La genesi dei lavori di Brugola viene da teorie filosofiche declinate in una sfera intima, anche attraverso l’uso del materiale, di cui cerca sempre di mantenere le proprietà, esaltandole. Nella quasi totalità del corpo di lavoro che presenta emerge con chiarezza l’interesse per le dinamiche di coppie di soggetti, la dualità e l’equilibro tra due elementi, che ha messo in mostra lo scorso anno nella personale We’ll Work on the Other Side of Time al PS Mirabel di Manchester. Nelle sue opere ricorrono due elementi che si sostengono, si incontrano, ma non è la stasi a emergere, bensì l’ambiguità dell’equilibrio, non è chiaro chi sostenga chi. La dualità si esprime anche nello spazio: al pari della dinamica che si genera tra due elementi compresi nell’opera, vi è quella tra gli elementi e lo spazio allestitivo, nonché la relazione tra questi e l’osservatore. Natalie Loveless fa riferimento all’“investimento emotivo” e allo sviluppo della “driving curiosity” che sostengono la ricerca dal punto di vista emotivo, scardinando la modalità accademica. L’emotività apre la ricerca a un approccio non binario e alle possibilità escluse da un metodo scientifico. Brugola, attualmente, integra nel suo lavoro, in una visione unitaria, l’espressione letteraria e matematico/geometrica come strumenti per incardinare questo approccio. L’impiego dei grafici disegnati a grafite, saldamente presenti nel corpus di lavori presenti in studio, agisce una sorta di sabotaggio della logica scientifica per descrivere il rapporto tra due elementi che abitano lo spazio. La rigidità del grafico si apre dunque a un livello immaginativo.

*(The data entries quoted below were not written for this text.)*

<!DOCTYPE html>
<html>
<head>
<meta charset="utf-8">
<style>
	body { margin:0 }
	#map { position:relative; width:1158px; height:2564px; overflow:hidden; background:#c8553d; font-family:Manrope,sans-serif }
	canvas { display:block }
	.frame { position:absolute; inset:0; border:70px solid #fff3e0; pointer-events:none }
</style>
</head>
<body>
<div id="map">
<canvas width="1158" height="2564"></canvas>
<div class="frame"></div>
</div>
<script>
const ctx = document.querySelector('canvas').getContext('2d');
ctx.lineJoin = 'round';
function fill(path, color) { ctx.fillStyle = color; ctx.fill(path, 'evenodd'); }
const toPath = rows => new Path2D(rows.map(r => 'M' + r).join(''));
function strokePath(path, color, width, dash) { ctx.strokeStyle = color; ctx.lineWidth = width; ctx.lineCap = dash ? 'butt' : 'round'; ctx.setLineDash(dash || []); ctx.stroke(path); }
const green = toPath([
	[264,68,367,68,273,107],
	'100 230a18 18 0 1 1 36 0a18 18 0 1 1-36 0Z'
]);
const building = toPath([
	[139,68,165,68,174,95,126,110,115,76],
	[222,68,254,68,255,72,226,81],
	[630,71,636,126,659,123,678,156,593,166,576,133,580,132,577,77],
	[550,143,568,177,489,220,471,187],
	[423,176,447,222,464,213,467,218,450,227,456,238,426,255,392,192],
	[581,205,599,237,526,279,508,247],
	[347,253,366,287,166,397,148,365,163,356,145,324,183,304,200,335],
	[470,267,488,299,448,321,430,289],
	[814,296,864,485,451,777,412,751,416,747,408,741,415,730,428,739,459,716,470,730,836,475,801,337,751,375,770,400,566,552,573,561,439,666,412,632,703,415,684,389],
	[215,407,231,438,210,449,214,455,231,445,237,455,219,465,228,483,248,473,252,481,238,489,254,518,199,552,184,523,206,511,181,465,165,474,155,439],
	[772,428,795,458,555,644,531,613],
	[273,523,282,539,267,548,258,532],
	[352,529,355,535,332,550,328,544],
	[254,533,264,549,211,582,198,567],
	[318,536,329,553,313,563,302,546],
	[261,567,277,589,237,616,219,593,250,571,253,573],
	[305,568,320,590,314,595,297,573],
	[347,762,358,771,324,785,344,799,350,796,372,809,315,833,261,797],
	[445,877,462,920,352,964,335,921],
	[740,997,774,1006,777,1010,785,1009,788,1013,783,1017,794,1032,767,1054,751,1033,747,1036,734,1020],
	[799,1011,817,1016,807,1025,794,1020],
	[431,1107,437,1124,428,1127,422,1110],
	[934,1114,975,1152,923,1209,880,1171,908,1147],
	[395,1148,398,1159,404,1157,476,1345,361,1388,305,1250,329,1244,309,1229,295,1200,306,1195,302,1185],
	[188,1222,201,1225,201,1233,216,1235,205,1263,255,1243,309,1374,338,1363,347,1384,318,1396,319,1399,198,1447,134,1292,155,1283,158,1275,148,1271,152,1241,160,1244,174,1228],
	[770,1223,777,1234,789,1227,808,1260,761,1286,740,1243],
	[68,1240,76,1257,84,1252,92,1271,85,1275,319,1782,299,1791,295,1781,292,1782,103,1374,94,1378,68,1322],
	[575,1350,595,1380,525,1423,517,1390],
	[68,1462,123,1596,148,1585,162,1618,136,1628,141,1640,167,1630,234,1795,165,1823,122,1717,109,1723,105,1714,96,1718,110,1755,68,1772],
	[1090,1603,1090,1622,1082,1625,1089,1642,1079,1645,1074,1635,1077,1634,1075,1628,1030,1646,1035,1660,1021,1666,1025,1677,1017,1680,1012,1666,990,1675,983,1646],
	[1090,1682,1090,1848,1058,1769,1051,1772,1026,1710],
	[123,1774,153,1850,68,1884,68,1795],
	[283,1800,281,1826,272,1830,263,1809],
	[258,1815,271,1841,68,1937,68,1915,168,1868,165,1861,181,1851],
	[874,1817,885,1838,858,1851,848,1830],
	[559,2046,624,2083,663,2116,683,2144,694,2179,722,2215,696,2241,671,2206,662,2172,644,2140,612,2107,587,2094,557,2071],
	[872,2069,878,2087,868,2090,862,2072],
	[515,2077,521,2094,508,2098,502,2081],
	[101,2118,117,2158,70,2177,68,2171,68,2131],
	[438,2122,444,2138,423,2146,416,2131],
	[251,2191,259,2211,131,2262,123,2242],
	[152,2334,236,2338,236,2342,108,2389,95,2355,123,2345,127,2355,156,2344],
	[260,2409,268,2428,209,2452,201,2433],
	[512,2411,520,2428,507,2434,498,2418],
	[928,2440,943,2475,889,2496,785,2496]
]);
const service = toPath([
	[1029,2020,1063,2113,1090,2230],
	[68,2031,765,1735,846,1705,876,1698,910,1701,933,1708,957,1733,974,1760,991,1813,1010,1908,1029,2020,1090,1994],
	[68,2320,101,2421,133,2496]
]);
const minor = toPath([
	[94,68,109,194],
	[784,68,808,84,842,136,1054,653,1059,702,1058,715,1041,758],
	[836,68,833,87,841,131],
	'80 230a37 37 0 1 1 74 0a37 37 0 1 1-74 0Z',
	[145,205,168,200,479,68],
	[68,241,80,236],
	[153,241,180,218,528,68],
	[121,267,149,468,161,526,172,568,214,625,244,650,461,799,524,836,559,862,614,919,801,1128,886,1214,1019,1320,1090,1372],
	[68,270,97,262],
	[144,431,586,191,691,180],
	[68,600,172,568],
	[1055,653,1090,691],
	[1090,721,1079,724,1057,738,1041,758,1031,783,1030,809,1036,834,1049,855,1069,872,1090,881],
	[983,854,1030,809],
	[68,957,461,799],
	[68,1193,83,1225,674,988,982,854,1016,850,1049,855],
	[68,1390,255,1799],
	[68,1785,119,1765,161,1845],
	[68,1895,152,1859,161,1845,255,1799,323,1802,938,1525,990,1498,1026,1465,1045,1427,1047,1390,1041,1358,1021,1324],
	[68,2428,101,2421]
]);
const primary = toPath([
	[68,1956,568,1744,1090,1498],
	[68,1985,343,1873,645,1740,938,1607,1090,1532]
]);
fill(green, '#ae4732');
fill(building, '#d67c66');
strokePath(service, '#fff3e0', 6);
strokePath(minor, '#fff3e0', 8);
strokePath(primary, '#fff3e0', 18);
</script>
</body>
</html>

Se in alcuni casi Brugola usa elementi matematici descrittivi di fenomeni generali per tracciare orizzonti semantici personali, in altri utilizza invece elementi intimi, domestici per tendere a una dimensione universale. Ad esempio, il ricorso alle carte da gioco napoletane riconduce alla propria dimensione familiare e al tempo stesso chiama in causa immaginari condivisi.

Lo studio presenta anche una “project-room” che in precedenza fungeva da studio di registrazione, insonorizzato, che Brugola allestisce con opere che abitano agilmente lo spazio anche se fortemente connotato. I lavori sono in continuo divenire e possono essere messi in discussione dallo spazio stesso; molti di essi non presentano titoli, che possono essere attributi in una mostra ma modificarsi in una successiva. In questo modo di operare, vedo una forte fluidità e relativizzazione, una negoziazione costante con la ricerca in divenire e lo spazio. Nel loro essere “imprendibili”, “sfuggenti”, certi lavori possono generare smarrimento. Questa ridefinizione perpetua rappresenta un dato interessante, anche in relazione alla generazione di cui l’artista è espressione, e denota una ricerca errante che non ha la necessità di portare sempre e comunque a oggetti stabili ben codificati.